EYE-CATCHING images of slain rapper Tupac Shakur and the Black Panther are tattooed on each side of forgotten Warriors striker Shingirai Kawondera's shoulders.
To the dreadlocked Kawondera, the Black Panther tattoo symbolises freedom from oppression while that of Tupac is a sign of the respect he has for the late rapper.
Just like his idol, Kawondera lives a controversial life that courts as much attention as he does with his immense talent.
Blessed with sublime dribbling skills and a burst of speed, Kawondera was once described by BBC sports journalist Farai Mungazi as the next Peter Ndlovu after the 1999 CAF Under-17 African Championships in Guinea.
That year Kawondera left for Poland amid hopes that would be his launchpad into in an established European league.
Sadly, the 29-year-old's story is a tragic one as 13 years later, he remains languishing in the lower rungs of an obscure Cyprus third tier league.
Unlike his peers plying their trade in Europe, the dreadlocked star has neither investment nor any property to show for his toil and word is that he is broke.
Now questions are being asked whether it's the dreadlocked youngster's lifestyle that destroyed his once promising career. Stories of his love for the fairer sex and night life in Harare's night spots has been filtering into the ears of many for years.
Kawondera briefly joined the Warriors fold to help Zimbabwe qualify for the 2006 Africa Cup of Nations finals in Egypt. However, clashes with the then national team coach, Charles Mhlauri, resulted in him being dropped from the Warrior squad.
"Many have the misconception that I misbehave. People should judge me by how I perform on the field and not how I spend my time outside football. That is the problem I had with Charles Mhlauri," said Kawondera.
Allegations of age-cheating were also thrown at the player after he was accused of using a birth certificate belonging to a woman.
"There was a mistake with my birth certificate as it was written female. We corrected the mistake, but they had not changed the birth entry number," he said.
Kawondera admitted he has nothing to show for nearly 13 seasons in Europe and that he had fathered three kids with three different women.

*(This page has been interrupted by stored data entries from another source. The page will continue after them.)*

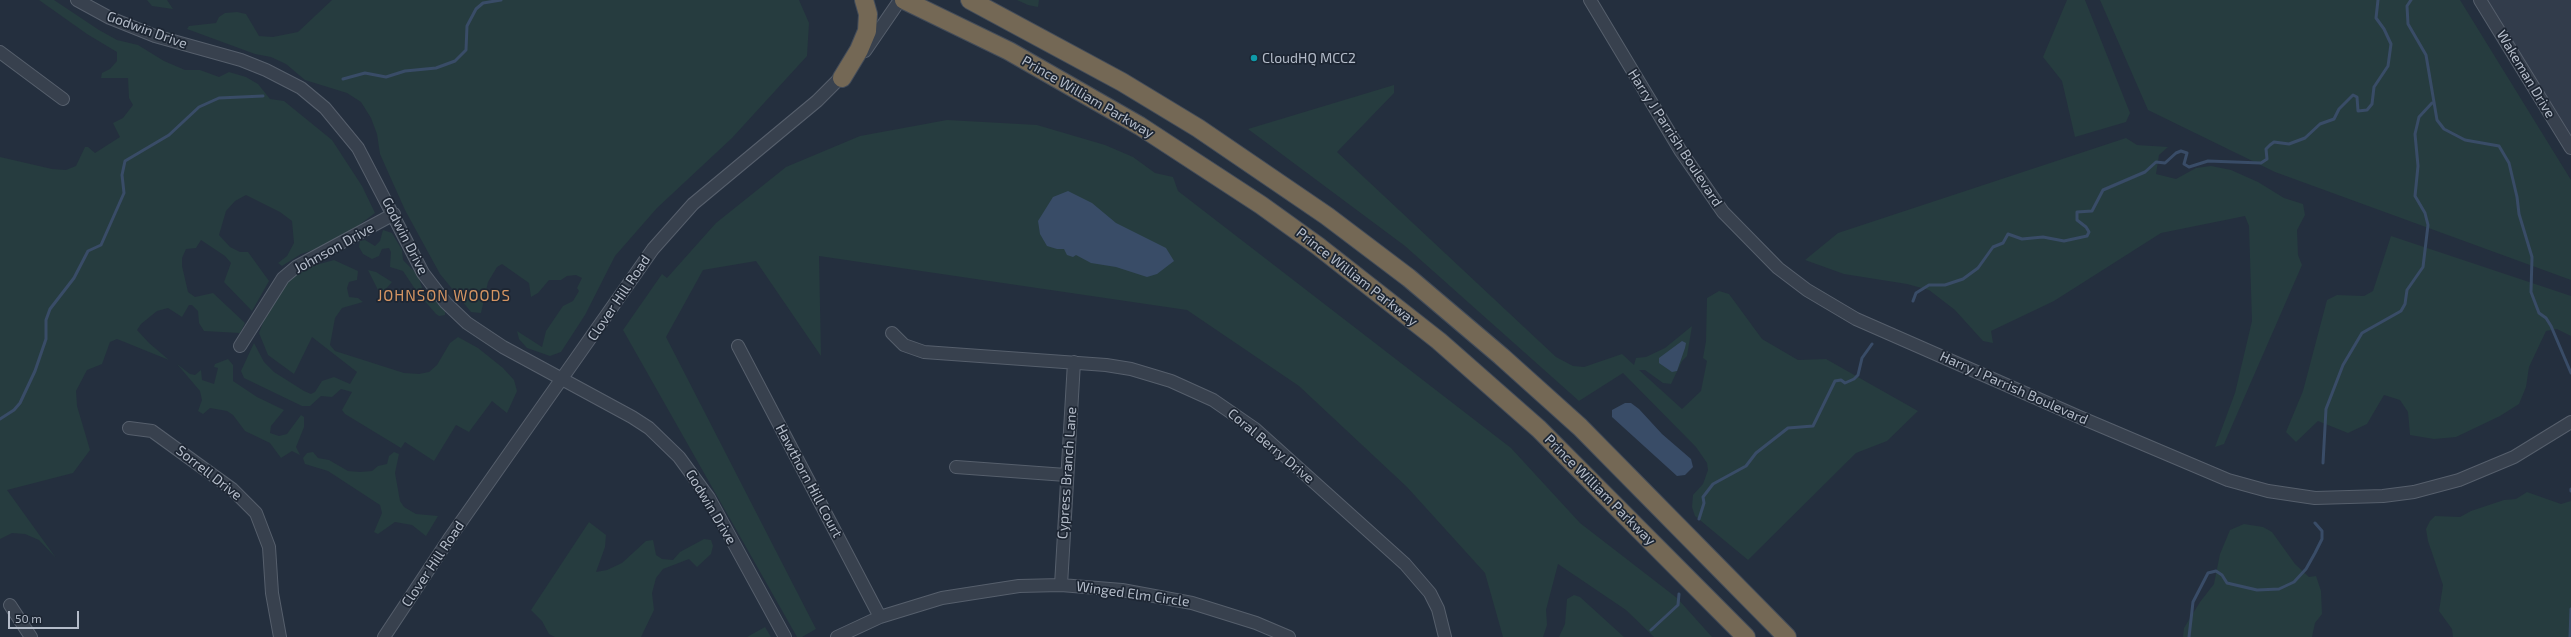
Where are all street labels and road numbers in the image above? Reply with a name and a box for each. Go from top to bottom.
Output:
street label: Godwin Drive [105,8,189,52]
street label: Wakeman Drive [2493,27,2559,121]
street label: Prince William Parkway [1019,52,1157,142]
street label: Harry J Parrish Boulevard [1624,66,1726,210]
street label: Godwin Drive [378,195,432,277]
street label: Johnson Drive [291,219,377,277]
street label: Prince William Parkway [1293,224,1421,330]
street label: Clover Hill Road [584,252,654,344]
street label: Harry J Parrish Boulevard [1937,348,2091,428]
street label: Coral Berry Drive [1224,405,1318,487]
street label: Cypress Branch Lane [1054,406,1080,540]
street label: Hawthorn Hill Court [772,421,846,541]
street label: Prince William Parkway [1541,431,1659,549]
street label: Sorrell Drive [173,442,245,504]
street label: Godwin Drive [682,467,740,547]
street label: Clover Hill Road [398,518,468,610]
street label: Winged Elm Circle [1075,578,1191,610]

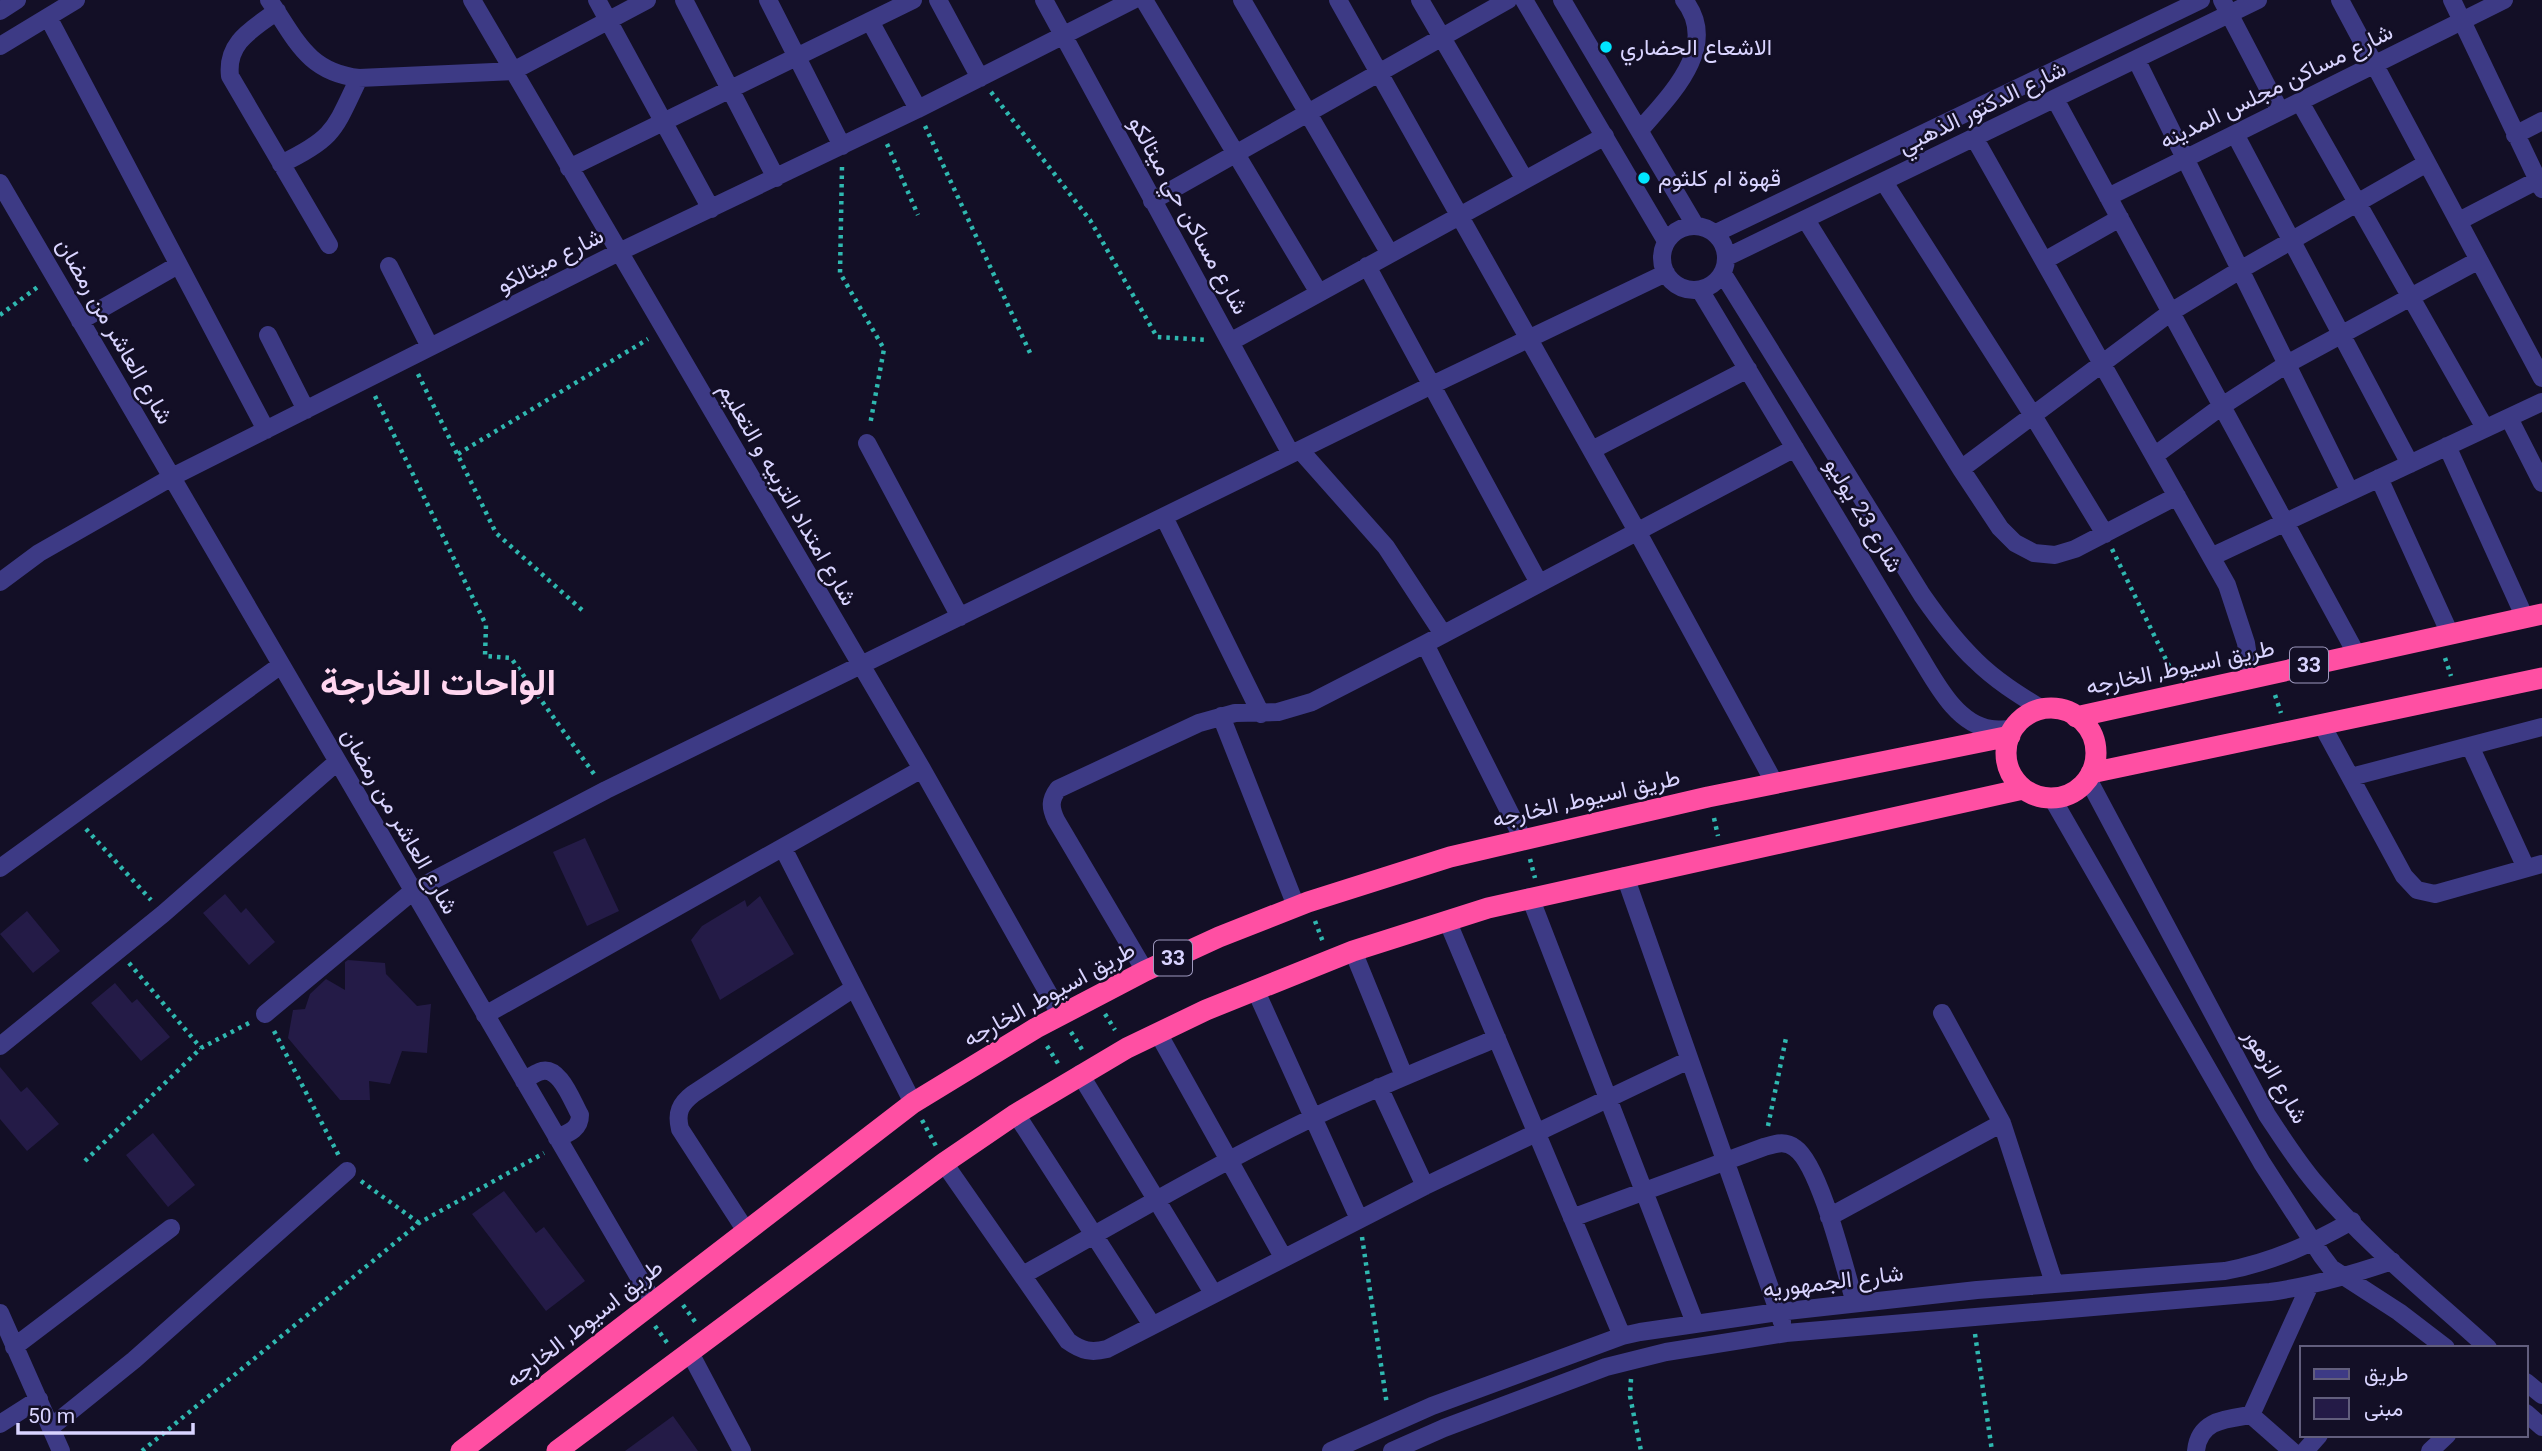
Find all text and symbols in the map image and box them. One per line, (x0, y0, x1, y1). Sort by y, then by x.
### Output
street label: شارع مساكن مجلس المدينه (2155, 18, 2398, 156)
place label: الاشعاع الحضاري (1620, 34, 1772, 66)
marker: الاشعاع الحضاري (1598, 39, 1614, 55)
street label: شارع الدكتور الذهبي (1894, 55, 2073, 164)
street label: شارع مساكن حي ميتالكو (1119, 112, 1254, 321)
place label: قهوة ام كلثوم (1658, 165, 1781, 193)
marker: قهوة ام كلثوم (1636, 170, 1652, 186)
street label: شارع ميتالكو (492, 222, 609, 301)
street label: شارع العاشر من رمضان (49, 234, 179, 430)
street label: شارع امتداد التربيه و التعليم (711, 378, 862, 612)
street label: شارع 23 يوليو (1817, 453, 1908, 578)
street label: طريق اسيوط, الخارجه (2083, 634, 2277, 702)
road number: 33 (2290, 648, 2328, 682)
district label: الواحات الخارجة (320, 661, 556, 705)
street label: شارع العاشر من رمضان (334, 724, 464, 920)
street label: طريق اسيوط, الخارجه (1489, 764, 1683, 834)
street label: طريق اسيوط, الخارجه (959, 936, 1140, 1054)
road number: 33 (1154, 940, 1192, 976)
street label: شارع الزهور (2235, 1023, 2314, 1130)
street label: طريق اسيوط, الخارجه (500, 1254, 669, 1394)
street label: شارع الجمهوريه (1761, 1259, 1905, 1305)
legend (2300, 1346, 2528, 1437)
text: طريق (2364, 1362, 2409, 1387)
scale bar (18, 1392, 192, 1436)
text: مبنى (2364, 1397, 2403, 1421)
text: 50 m (28, 1404, 75, 1428)

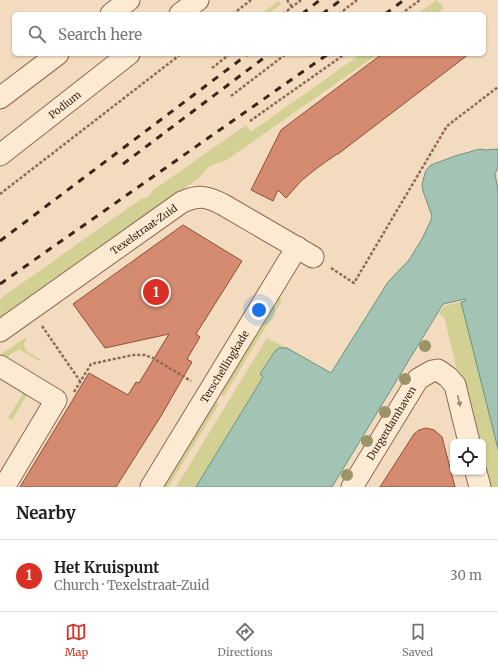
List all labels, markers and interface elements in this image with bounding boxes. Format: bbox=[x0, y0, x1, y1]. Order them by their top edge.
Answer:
search box bbox=[12, 12, 486, 56]
icon: search bbox=[26, 23, 48, 45]
text: Search here bbox=[58, 25, 142, 44]
street label: Podium bbox=[46, 88, 84, 122]
street label: Texelstraat-Zuid bbox=[108, 202, 180, 258]
pin: 1 bbox=[143, 277, 169, 307]
your location bbox=[249, 300, 269, 320]
street label: Terschellingkade bbox=[198, 328, 252, 406]
street label: Durgerdamhaven bbox=[364, 384, 419, 463]
one-way arrow bbox=[456, 395, 462, 407]
map controls bbox=[450, 439, 486, 475]
button: locate bbox=[450, 439, 486, 475]
text: Nearby bbox=[16, 502, 76, 524]
text: Het Kruispunt bbox=[54, 558, 159, 577]
text: 1 bbox=[26, 567, 32, 584]
text: 30 m bbox=[450, 567, 482, 584]
text: Church · Texelstraat-Zuid bbox=[54, 577, 209, 594]
tab: Map bbox=[65, 621, 88, 659]
tab: Directions bbox=[218, 621, 273, 659]
tab: Saved bbox=[402, 621, 433, 659]

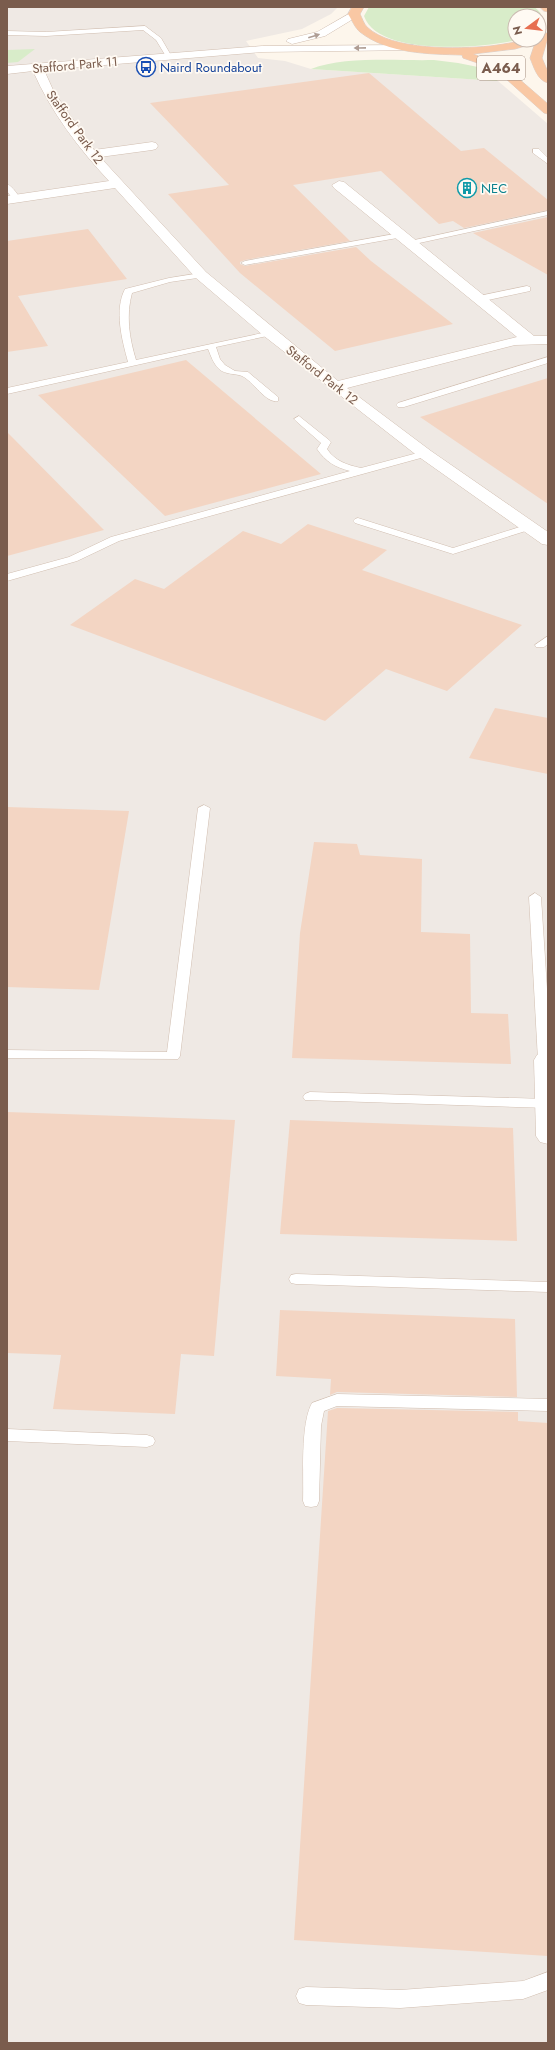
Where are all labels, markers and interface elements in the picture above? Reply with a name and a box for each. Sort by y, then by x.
north arrow [507,8,547,48]
text: N [508,24,526,37]
one-way arrow [308,33,320,39]
one-way arrow [353,45,366,51]
street label: Stafford Park 11 [32,52,118,78]
bus stop icon: Naird Roundabout [135,56,157,78]
road number: A464 [477,56,525,80]
place label: Naird Roundabout [160,58,263,77]
street label: Stafford Park 12 [42,86,108,168]
building icon: NEC [456,177,478,199]
place label: NEC [481,179,507,198]
street label: Stafford Park 12 [282,341,362,409]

Among these women is Mary Mubaiwa, who was his wife of four years. Mubaiwa is now married to General Constantine Chiwenga, the commander of the Zimbabwe Defence Forces.
"All along I was just enjoying myself and never made any investments. (Taimbofara zvedu). I hope to start something this year," he said.
"I am not planning to marry anytime soon because I have failed before and all the women I have lived with say I am arrogant. Maybe the problem is that I am not used to company since I started living alone in Poland at a very young age."
Kawondera, a self-confessed Mugabe supporter, claims that his playing in the lower rungs of Cyprus football was to give him time to "complete a Political Science degree which he is studying by correspondence with an American college."
The star hopes to one day play for a local club.
"I will be in the country till August so if an offer for a short contract from a local club comes along, I will take it," he said.
Kawondera started his career at Wieslaw Grabowisk's Darryn T in 1998 and between 1999 and 2002 played for Polish club Górnik Zabrze before signing for Cypriot First Division outfit AEP Paphos during the 2005.
In 2005-2006, he played for the Turkish club Gaziantepspor before moving back to South Africa in 2007 where he joined Supersport United.
In July 2007 he signed a two-year contract with the Cypriot club AEK Larnaca. However, in January 2008, he moved to Nea Salamina. Since then he has been wondering from club to club in the lower rungs of Cyprus leagues.
Will he, like the proverbial phoenix, rise from ashes? Only time will tell.